TASK DIRECTIONS: Only lines containing "poly" belong in the answer, each copied from the entries below.

RECORDS SHOWN:
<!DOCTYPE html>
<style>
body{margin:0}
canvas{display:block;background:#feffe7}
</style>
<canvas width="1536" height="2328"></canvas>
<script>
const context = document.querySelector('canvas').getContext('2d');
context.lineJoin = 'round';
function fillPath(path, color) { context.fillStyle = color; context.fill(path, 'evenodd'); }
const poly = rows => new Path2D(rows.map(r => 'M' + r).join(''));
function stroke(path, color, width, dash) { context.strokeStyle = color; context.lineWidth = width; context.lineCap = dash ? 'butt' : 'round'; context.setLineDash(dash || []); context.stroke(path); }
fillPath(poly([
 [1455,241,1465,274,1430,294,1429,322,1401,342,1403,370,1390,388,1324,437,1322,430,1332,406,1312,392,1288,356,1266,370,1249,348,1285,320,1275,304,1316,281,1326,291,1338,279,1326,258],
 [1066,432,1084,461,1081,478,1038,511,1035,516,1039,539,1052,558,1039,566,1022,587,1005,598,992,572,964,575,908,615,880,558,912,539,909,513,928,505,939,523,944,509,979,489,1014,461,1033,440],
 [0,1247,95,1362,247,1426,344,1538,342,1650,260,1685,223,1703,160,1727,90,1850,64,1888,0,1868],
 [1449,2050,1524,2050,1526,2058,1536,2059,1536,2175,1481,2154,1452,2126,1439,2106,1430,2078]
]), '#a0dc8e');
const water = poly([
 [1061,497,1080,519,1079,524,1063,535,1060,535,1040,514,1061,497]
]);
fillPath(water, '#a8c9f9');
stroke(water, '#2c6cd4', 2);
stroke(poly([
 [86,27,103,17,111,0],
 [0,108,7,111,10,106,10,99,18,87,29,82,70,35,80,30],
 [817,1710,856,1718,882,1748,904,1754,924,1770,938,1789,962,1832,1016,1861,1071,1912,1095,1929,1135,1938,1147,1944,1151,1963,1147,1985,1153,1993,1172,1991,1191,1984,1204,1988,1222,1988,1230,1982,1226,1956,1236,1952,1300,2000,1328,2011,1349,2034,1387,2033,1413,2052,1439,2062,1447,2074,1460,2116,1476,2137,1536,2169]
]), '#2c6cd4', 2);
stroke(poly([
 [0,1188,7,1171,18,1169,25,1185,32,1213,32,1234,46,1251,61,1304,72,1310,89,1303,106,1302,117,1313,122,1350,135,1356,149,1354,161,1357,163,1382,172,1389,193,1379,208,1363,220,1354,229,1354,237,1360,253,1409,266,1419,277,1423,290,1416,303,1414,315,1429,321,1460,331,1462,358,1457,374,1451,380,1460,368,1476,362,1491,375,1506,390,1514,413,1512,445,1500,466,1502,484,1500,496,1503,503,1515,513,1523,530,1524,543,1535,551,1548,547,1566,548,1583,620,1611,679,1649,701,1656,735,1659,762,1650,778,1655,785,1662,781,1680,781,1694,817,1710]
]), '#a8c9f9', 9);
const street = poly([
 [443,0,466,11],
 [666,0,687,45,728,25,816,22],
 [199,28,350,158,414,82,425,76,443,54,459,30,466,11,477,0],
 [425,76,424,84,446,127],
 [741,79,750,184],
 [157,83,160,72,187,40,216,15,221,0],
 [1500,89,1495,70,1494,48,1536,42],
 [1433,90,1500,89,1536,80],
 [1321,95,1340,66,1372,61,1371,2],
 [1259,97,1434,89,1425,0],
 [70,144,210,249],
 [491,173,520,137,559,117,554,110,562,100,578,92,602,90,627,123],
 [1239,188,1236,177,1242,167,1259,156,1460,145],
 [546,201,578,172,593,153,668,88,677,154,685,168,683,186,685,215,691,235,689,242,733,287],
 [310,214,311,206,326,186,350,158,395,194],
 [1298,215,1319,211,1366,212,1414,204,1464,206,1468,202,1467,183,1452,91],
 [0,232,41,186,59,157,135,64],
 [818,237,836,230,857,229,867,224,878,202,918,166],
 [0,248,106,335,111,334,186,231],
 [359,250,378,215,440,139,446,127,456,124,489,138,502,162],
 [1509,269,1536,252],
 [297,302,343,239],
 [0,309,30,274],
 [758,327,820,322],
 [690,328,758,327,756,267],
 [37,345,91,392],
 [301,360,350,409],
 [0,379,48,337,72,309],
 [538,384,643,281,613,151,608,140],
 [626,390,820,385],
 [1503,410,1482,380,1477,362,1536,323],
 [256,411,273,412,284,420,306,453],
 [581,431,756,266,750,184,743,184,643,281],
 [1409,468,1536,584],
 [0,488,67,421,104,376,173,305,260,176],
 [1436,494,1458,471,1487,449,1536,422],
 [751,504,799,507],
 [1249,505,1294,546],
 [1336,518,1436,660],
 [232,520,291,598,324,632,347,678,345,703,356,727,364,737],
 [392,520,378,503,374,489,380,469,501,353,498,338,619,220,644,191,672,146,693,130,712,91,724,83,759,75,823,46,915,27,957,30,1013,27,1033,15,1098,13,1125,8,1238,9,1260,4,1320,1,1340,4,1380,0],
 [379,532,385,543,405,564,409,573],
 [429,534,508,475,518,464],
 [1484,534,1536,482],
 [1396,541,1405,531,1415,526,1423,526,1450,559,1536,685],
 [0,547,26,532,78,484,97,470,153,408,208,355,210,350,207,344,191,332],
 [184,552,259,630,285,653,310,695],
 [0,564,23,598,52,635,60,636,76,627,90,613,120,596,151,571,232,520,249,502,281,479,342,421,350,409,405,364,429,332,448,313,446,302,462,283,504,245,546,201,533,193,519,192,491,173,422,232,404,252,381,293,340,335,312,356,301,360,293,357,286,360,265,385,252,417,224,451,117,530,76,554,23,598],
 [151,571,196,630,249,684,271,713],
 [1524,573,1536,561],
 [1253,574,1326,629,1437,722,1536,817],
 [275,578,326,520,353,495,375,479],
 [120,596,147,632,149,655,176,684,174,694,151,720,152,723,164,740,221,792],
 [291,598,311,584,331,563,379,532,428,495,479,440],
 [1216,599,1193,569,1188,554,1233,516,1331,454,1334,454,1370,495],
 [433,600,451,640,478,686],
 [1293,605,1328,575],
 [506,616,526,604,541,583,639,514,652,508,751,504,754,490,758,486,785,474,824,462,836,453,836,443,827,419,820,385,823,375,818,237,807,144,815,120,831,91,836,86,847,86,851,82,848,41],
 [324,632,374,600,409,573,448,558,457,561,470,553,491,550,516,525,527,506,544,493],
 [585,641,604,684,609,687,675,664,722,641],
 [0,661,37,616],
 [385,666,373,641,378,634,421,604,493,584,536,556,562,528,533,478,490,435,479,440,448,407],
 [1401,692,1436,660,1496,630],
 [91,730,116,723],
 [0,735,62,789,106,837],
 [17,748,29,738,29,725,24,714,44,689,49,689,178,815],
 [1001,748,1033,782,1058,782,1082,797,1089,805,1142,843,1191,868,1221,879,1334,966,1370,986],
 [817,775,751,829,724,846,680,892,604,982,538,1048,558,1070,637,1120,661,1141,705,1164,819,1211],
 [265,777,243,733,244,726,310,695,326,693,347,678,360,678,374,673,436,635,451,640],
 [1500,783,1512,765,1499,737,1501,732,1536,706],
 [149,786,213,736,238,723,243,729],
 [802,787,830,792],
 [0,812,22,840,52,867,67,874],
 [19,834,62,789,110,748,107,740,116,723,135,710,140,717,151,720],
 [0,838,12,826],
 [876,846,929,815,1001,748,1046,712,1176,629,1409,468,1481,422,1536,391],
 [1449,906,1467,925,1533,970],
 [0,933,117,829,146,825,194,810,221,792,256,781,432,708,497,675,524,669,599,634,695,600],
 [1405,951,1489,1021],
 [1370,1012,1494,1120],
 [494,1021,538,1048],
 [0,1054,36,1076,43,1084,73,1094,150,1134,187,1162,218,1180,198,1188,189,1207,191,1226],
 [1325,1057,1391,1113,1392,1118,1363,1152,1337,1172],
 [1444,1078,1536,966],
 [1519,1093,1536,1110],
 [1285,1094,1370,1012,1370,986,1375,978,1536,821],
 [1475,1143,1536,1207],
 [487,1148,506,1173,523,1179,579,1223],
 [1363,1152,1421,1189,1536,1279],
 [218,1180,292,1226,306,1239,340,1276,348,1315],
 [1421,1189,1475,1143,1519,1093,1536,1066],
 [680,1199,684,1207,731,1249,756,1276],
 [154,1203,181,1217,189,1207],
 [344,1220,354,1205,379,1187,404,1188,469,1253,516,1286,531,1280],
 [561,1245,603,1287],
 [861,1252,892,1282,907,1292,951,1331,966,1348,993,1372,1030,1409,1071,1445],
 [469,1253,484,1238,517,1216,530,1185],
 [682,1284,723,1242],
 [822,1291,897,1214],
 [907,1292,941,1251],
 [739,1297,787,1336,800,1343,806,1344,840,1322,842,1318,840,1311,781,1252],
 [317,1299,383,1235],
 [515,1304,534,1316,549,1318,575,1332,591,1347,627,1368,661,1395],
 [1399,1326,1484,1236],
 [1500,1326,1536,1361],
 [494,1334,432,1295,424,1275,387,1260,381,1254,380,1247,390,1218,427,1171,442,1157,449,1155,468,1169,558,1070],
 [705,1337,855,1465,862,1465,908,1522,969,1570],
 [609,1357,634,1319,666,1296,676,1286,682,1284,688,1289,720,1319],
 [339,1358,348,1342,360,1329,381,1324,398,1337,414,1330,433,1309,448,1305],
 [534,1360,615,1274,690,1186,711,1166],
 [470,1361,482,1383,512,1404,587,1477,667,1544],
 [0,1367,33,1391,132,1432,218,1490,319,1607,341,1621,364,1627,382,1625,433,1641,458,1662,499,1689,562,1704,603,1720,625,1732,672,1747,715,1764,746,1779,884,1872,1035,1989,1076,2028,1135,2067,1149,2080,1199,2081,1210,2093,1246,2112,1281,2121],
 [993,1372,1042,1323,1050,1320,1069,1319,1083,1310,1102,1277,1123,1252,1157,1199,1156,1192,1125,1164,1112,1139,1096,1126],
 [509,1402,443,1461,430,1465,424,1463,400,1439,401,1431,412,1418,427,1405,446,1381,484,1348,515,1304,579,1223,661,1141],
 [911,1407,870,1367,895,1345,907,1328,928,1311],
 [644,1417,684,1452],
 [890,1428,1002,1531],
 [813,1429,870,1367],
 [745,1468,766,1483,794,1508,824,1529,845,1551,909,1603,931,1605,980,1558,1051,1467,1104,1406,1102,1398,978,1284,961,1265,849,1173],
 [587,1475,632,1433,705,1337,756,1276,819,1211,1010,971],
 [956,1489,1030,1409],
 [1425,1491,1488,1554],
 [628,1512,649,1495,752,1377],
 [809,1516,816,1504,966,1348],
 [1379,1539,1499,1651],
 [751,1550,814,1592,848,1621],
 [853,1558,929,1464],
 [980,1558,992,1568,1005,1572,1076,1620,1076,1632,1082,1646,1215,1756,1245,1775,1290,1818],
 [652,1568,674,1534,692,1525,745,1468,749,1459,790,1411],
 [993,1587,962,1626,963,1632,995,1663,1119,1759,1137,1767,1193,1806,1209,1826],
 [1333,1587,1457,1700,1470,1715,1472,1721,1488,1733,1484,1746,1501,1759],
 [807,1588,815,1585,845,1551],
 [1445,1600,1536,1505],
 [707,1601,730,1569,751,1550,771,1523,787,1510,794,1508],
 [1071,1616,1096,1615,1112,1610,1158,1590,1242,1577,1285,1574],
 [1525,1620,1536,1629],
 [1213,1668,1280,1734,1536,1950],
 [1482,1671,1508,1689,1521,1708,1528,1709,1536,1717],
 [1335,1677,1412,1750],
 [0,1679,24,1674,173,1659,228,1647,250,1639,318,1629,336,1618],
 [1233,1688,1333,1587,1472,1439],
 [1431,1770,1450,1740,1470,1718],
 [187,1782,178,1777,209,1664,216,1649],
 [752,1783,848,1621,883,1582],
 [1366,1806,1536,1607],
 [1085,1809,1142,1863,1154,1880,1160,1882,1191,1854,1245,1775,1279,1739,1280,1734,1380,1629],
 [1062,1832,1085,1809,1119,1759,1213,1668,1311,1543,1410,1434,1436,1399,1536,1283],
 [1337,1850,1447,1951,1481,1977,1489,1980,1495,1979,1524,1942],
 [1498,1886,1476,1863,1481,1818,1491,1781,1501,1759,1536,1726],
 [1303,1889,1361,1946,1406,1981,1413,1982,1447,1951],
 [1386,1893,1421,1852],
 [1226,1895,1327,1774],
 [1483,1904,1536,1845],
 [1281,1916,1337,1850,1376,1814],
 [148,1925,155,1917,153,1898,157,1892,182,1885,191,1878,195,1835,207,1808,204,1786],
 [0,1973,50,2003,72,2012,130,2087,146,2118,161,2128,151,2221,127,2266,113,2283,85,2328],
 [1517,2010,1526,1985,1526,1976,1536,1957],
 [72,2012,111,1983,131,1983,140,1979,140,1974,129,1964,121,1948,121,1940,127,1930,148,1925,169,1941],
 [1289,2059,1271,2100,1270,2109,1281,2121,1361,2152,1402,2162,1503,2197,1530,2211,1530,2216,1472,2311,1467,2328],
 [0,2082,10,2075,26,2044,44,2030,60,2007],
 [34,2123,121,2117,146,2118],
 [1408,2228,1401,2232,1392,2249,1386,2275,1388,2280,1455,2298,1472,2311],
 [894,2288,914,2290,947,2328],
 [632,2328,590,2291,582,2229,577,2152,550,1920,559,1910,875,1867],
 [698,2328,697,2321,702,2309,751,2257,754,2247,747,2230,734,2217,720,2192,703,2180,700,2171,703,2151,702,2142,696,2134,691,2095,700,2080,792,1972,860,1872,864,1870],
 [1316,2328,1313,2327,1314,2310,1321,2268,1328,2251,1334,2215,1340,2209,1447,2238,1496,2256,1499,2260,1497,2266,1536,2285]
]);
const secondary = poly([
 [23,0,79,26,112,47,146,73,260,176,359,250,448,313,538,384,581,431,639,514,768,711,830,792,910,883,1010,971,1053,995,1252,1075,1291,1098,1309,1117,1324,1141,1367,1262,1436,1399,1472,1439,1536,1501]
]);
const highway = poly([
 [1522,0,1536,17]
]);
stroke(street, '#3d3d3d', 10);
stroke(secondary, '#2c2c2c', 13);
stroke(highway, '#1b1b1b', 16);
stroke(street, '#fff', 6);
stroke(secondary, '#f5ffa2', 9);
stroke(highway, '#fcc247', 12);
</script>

EXERCISE RESPONSE:
const poly = rows => new Path2D(rows.map(r => 'M' + r).join(''));
fillPath(poly([
const water = poly([
stroke(poly([
stroke(poly([
const street = poly([
const secondary = poly([
const highway = poly([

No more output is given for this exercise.